The 4-foot-long boa constrictor that narrowly escaped death in a house fire at 1107 S. Main St. in January 2007, wasn’t so lucky this time around.

Jake was just one of two exotic snakes that perished Friday morning when the two-story home they were living in at 1108 S. Main St. — located directly across the street from last year’s blaze — caught fire.

According to next-door neighbor Debra Borah, the snakes were originally owned by Jeremy Ebbert. But after the two-story duplex that he was living in caught fire last year, the boa constrictor and python were relocated across the street to a second residence. Both residences were owned by Ray Ebbert.

Borah said she and her husband, Marvin, were awakened around 3:30 a.m. by neighbors Kris Ebbert and her daughter.

“We heard banging on the door and then the sound of sirens,” Borah said. “When we opened the door, they were standing there in their pajamas waiting to come in.”

According to Meadville Central Fire Department Chief Tunie Hedrick, Kris Ebbert and her daughter were the only two people occupying the two-story home.

“The mother and daughter were sleeping at the time the fire broke out,” Hedrick said. “They were awakened by the sounds of the dogs barking and glass breaking.”

Firefighters were dispatched to the scene at 3:29. Joining firefighters from Meadville Central were West Mead 1, West Mead 2 and volunteers from East Mead and Vernon Central fire departments.

“Marvin and I, and Kris and her daughter, stood on the front porch and watched firefighters extinguish the flames,” Borah said. “We were watching it closely to make sure the fire didn’t jump over here — our homes are so close together.”

When firefighters had extinguished the flames and then entered the residence the two snakes were found in their tank in the dining area of the first-floor living area. Both were dead, Hedrick said.

The Ebberts also had several dogs and cats.
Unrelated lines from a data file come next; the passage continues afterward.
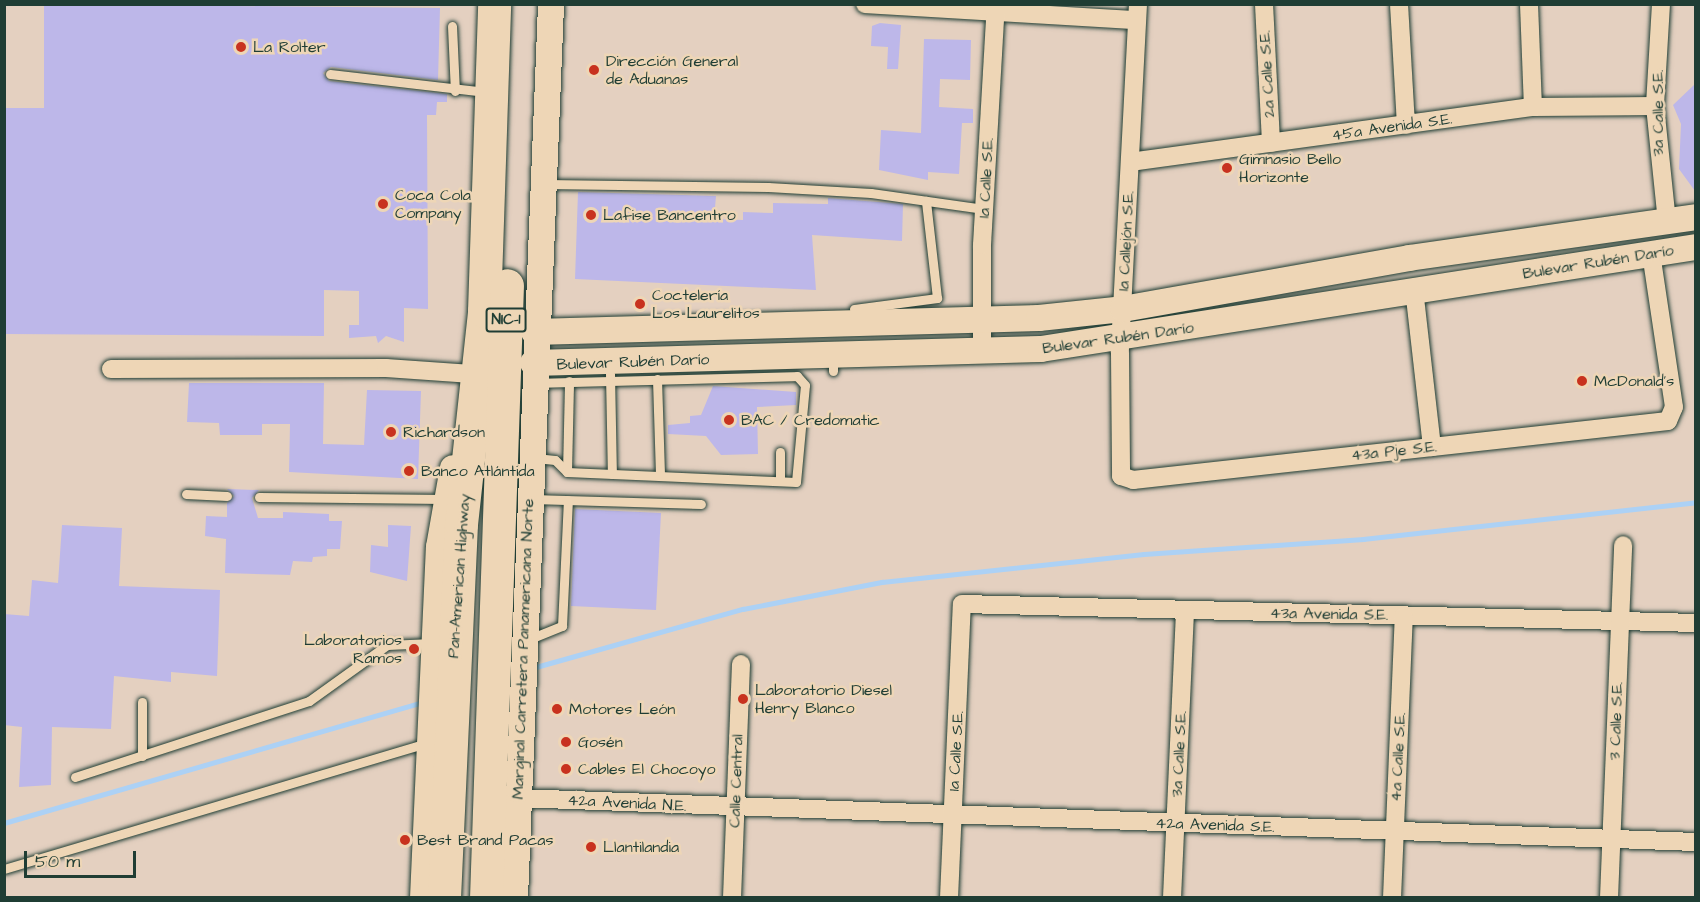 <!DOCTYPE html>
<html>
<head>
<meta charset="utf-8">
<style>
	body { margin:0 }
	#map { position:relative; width:1700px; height:902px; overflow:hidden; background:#e4d0c0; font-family:"Architects Daughter",sans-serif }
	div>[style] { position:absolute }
	.stream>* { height:4.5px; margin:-2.25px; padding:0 2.25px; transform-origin:2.25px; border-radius:2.25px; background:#acd1f5 }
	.building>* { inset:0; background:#bdb7e9 }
	.roads { filter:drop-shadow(0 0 2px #1f3d34) drop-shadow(0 0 2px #1f3d34) }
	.lane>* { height:9px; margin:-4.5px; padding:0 4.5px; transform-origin:4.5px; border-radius:4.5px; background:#eed6b6 }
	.street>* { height:18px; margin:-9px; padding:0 9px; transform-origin:9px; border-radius:9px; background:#eed6b6 }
	.secondary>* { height:26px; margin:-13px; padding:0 13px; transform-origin:13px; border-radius:13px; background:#eed6b6 }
	.highway>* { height:33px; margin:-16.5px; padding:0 16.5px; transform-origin:16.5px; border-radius:16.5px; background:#eed6b6 }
	.dots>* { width:16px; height:16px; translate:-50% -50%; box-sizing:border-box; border:3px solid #eed6b6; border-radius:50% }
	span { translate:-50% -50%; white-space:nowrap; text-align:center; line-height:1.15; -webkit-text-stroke:5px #eed6b6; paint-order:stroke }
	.shield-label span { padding:2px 4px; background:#eed6b6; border:2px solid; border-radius:4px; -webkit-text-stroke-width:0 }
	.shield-label { font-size:15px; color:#1f3d34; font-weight:700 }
	.poi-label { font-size:16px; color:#1f3d34 }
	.left { translate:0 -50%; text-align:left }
	.right { translate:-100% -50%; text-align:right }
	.street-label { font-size:16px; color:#1f3d34 }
	.frame { position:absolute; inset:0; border:6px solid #1f3d34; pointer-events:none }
	.scale { position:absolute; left:24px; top:851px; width:112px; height:27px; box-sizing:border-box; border:3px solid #1f3d34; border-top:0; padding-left:8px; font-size:18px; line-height:21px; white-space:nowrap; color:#1f3d34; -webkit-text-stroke:4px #eed6b6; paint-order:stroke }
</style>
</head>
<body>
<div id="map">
	<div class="stream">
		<div style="left:536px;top:667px;width:215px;rotate:-15.7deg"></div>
		<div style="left:743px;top:609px;width:142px;rotate:-11deg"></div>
		<div style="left:882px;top:582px;width:263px;rotate:-6.1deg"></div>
		<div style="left:1144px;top:554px;width:220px;rotate:-3.9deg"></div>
		<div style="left:1363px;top:539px;width:335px;rotate:-6.3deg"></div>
		<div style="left:4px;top:823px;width:437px;rotate:-16.1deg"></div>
	</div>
	<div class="building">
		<div style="clip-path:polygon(44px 4px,440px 8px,438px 80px,331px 67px,323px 73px,329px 81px,447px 94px,447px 102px,437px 102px,436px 115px,427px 115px,428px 309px,404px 308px,404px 342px,386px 336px,378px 343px,376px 336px,349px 338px,349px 325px,359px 325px,359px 291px,324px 290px,324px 336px,4px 334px,4px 108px,44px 108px)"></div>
		<div style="clip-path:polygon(880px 23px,901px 25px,898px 69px,887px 69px,888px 47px,871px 46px,872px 26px)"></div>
		<div style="clip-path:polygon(924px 39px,971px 40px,970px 80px,940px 79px,939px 107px,973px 109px,973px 123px,962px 123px,959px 174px,928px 172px,928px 180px,879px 170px,881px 130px,921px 133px)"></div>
		<div style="clip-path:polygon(1695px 84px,1695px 191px,1679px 169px,1681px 124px,1673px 105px)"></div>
		<div style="clip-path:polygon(578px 192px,716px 196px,714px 219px,743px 220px,743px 212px,773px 213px,773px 203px,828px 204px,828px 198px,903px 204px,902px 241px,812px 235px,816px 290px,575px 279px)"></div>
		<div style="clip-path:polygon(189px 383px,324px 383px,323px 444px,364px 445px,367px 390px,421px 391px,418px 479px,289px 472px,290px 424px,262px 424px,262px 435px,220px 435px,219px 423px,187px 422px)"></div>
		<div style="clip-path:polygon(713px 386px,796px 392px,796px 405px,757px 407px,758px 454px,721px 455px,706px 436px,668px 434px,668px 425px,690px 423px,690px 416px,701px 415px)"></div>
		<div style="clip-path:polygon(227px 489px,259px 490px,252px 498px,258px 518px,283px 518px,283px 512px,329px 514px,329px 521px,342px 521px,340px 549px,327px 549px,327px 556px,313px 557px,312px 562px,293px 561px,290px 575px,225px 573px,226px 539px,205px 536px,206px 516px,227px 517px,227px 503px,234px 496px)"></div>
		<div style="clip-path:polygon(575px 509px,661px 513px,656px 610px,571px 606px)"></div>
		<div style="clip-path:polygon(62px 525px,122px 528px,119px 586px,220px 590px,217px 676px,171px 672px,171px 682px,114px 676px,111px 729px,52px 727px,51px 785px,19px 787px,22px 727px,4px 725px,4px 614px,29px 616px,32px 580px,58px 583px)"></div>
		<div style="clip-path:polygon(388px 525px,411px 526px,407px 581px,370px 572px,371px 545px,388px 547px)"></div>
	</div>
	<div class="roads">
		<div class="lane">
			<div style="left:452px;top:26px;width:65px;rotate:87.4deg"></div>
			<div style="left:330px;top:74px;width:157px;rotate:6.6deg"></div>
			<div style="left:545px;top:184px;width:223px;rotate:0.8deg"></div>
			<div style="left:768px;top:187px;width:103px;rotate:3.3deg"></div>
			<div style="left:871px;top:193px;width:114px;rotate:8.1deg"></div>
			<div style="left:854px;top:309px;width:84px;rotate:-7.5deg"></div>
			<div style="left:937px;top:298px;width:98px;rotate:-96.5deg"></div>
			<div style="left:833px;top:356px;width:15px;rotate:90deg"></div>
			<div style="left:610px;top:374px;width:100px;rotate:88.9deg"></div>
			<div style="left:657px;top:379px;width:97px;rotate:88.2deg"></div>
			<div style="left:780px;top:452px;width:29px;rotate:90deg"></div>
			<div style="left:535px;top:458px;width:20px;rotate:6deg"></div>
			<div style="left:555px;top:460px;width:17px;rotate:45deg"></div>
			<div style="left:567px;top:472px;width:229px;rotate:2.5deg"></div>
			<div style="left:796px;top:482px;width:97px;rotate:-84.7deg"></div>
			<div style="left:805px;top:385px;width:12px;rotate:-132deg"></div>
			<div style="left:797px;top:376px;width:259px;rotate:178.5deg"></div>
			<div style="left:567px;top:472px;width:91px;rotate:-88.7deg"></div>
			<div style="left:186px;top:494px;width:41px;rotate:2.8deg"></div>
			<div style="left:259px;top:497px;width:186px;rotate:0.6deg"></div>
			<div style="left:532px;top:499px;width:169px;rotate:1.7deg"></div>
			<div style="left:527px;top:640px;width:38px;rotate:-22deg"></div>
			<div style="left:562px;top:626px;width:126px;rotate:-87.3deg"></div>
			<div style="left:142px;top:702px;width:54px;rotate:90deg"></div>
			<div style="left:75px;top:777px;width:246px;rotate:-18deg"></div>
			<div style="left:309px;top:701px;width:96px;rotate:-35.7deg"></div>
			<div style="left:387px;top:645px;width:45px;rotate:-2.5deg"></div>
			<div style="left:4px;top:869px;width:442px;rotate:-16.6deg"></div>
		</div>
		<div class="street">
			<div style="left:865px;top:4px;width:272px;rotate:3.4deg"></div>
			<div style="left:1138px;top:4px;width:349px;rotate:93deg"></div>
			<div style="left:1120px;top:353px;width:123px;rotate:89.5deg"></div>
			<div style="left:1121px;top:476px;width:13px;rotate:18deg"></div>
			<div style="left:1133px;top:480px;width:538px;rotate:-6.29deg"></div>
			<div style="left:1668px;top:421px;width:15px;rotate:-67deg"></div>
			<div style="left:1674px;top:407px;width:155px;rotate:-98.5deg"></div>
			<div style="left:1264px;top:4px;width:139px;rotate:87.1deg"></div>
			<div style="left:1399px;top:4px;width:121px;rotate:86.7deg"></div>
			<div style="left:1529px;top:4px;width:103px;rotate:87.8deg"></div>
			<div style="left:1661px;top:4px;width:102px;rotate:93.4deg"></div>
			<div style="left:1655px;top:106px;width:117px;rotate:84.1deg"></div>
			<div style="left:1130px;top:162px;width:407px;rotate:-7.8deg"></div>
			<div style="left:1533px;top:107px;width:122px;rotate:-0.5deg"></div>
			<div style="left:1414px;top:289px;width:159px;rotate:83.5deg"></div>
			<div style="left:982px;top:351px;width:106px;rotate:-90deg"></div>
			<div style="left:982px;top:245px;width:241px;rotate:-86.7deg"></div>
			<div style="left:111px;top:369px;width:275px;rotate:-0.2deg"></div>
			<div style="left:386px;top:368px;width:86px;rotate:4deg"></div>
			<div style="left:518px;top:798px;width:1179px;rotate:2.14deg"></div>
			<div style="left:732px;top:898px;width:234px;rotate:-87.8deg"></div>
			<div style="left:949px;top:898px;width:294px;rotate:-87.5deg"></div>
			<div style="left:962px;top:604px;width:734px;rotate:1.48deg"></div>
			<div style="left:1172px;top:898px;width:288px;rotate:-87.4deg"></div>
			<div style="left:1392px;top:898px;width:282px;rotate:-87.6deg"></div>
			<div style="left:1609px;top:898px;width:353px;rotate:-87.7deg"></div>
		</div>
		<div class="secondary">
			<div style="left:534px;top:332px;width:505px;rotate:-1.59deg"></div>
			<div style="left:1039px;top:318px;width:84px;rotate:-6.1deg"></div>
			<div style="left:1123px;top:309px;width:291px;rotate:-10.1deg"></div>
			<div style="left:1409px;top:258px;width:290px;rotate:-8.1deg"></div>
			<div style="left:533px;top:363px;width:508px;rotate:-1.58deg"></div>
			<div style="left:1041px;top:349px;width:663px;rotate:-8.85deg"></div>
			<div style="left:423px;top:898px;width:351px;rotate:-87.4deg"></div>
			<div style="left:439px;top:547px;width:80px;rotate:-80deg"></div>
			<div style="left:515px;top:898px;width:895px;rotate:-87.69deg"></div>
		</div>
		<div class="highway">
			<div style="left:444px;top:898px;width:374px;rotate:-87.4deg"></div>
			<div style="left:461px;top:524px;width:214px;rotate:-83.8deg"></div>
			<div style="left:484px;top:311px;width:307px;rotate:-88.1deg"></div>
			<div style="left:486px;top:898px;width:613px;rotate:-88.04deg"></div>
		</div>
	</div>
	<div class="dots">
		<div style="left:241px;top:47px;background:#c8321e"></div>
		<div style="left:594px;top:70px;background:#c8321e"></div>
		<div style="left:1227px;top:168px;background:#c8321e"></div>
		<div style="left:383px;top:204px;background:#c8321e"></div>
		<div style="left:591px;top:215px;background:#c8321e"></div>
		<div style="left:640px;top:304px;background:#c8321e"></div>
		<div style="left:1582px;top:381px;background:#c8321e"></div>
		<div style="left:729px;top:420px;background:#c8321e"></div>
		<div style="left:391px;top:432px;background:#c8321e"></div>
		<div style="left:409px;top:471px;background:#c8321e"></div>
		<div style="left:414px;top:649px;background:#c8321e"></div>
		<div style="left:743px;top:699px;background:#c8321e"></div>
		<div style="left:557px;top:709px;background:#c8321e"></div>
		<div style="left:566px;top:742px;background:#c8321e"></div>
		<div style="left:566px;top:769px;background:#c8321e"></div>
		<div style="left:405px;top:840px;background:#c8321e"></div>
		<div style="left:591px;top:847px;background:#c8321e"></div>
	</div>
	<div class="shield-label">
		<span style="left:506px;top:320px">NIC-1</span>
	</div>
	<div class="poi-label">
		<span class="left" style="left:253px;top:47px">La Rolter</span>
		<span class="left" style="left:606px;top:70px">Dirección General<br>de Aduanas</span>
		<span class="left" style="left:1239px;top:168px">Gimnasio Bello<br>Horizonte</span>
		<span class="left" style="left:395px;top:204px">Coca Cola<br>Company</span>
		<span class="left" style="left:603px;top:215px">Lafise Bancentro</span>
		<span class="left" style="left:652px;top:304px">Coctelería<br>Los Laurelitos</span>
		<span class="left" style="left:1594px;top:381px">McDonald's</span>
		<span class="left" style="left:741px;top:420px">BAC / Credomatic</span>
		<span class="left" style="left:403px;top:432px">Richardson</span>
		<span class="left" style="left:421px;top:471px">Banco Atlántida</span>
		<span class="right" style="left:402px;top:649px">Laboratorios<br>Ramos</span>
		<span class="left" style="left:755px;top:699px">Laboratorio Diesel<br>Henry Blanco</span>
		<span class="left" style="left:569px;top:709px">Motores León</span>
		<span class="left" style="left:578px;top:742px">Gosén</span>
		<span class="left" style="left:578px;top:769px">Cables El Chocoyo</span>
		<span class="left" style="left:417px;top:840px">Best Brand Pacas</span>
		<span class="left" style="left:603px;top:847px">Llantilandia</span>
	</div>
	<div class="street-label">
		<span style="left:1267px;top:74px;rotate:-93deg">2a Calle S.E.</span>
		<span style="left:1658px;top:113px;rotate:-90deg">3a Calle S.E.</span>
		<span style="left:1392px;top:127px;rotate:-8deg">45a Avenida S.E.</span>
		<span style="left:986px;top:178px;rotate:-87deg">1a Calle S.E.</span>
		<span style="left:1126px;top:241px;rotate:-87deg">1a Callejón S.E.</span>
		<span style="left:1598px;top:262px;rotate:-9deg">Bulevar Rubén Darío</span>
		<span style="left:1118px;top:338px;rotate:-8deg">Bulevar Rubén Darío</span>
		<span style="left:633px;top:362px;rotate:-2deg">Bulevar Rubén Darío</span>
		<span style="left:1394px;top:451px;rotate:-6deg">43a Pje S.E.</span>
		<span style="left:459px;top:576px;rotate:-86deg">Pan-American Highway</span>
		<span style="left:1329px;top:614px;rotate:1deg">43a Avenida S.E.</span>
		<span style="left:523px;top:649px;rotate:-88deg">Marginal Carretera Panamericana Norte</span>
		<span style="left:1616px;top:721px;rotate:-88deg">3 Calle S.E.</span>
		<span style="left:956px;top:751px;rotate:-87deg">1a Calle S.E.</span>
		<span style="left:1179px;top:754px;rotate:-87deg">3a Calle S.E.</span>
		<span style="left:1398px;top:757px;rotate:-87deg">4a Calle S.E.</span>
		<span style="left:736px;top:781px;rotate:-88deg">Calle Central</span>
		<span style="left:627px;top:803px;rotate:3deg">42a Avenida N.E.</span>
		<span style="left:1215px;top:825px;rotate:2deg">42a Avenida S.E.</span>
	</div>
	<div class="frame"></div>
	<div class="scale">50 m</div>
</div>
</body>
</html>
So far they haven’t been able to locate their two cats. “They weren’t found in the house, so I can only assume they ran out,” the chief said.

With the assistance of a Pennsylvania State Police fire marshal, Hedrick said the cause of the fire was ruled accidental due to a malfunctioning heater.

Firefighters had the blaze under control shortly after 4 a.m., and by 5:45 all crews had cleared the scene.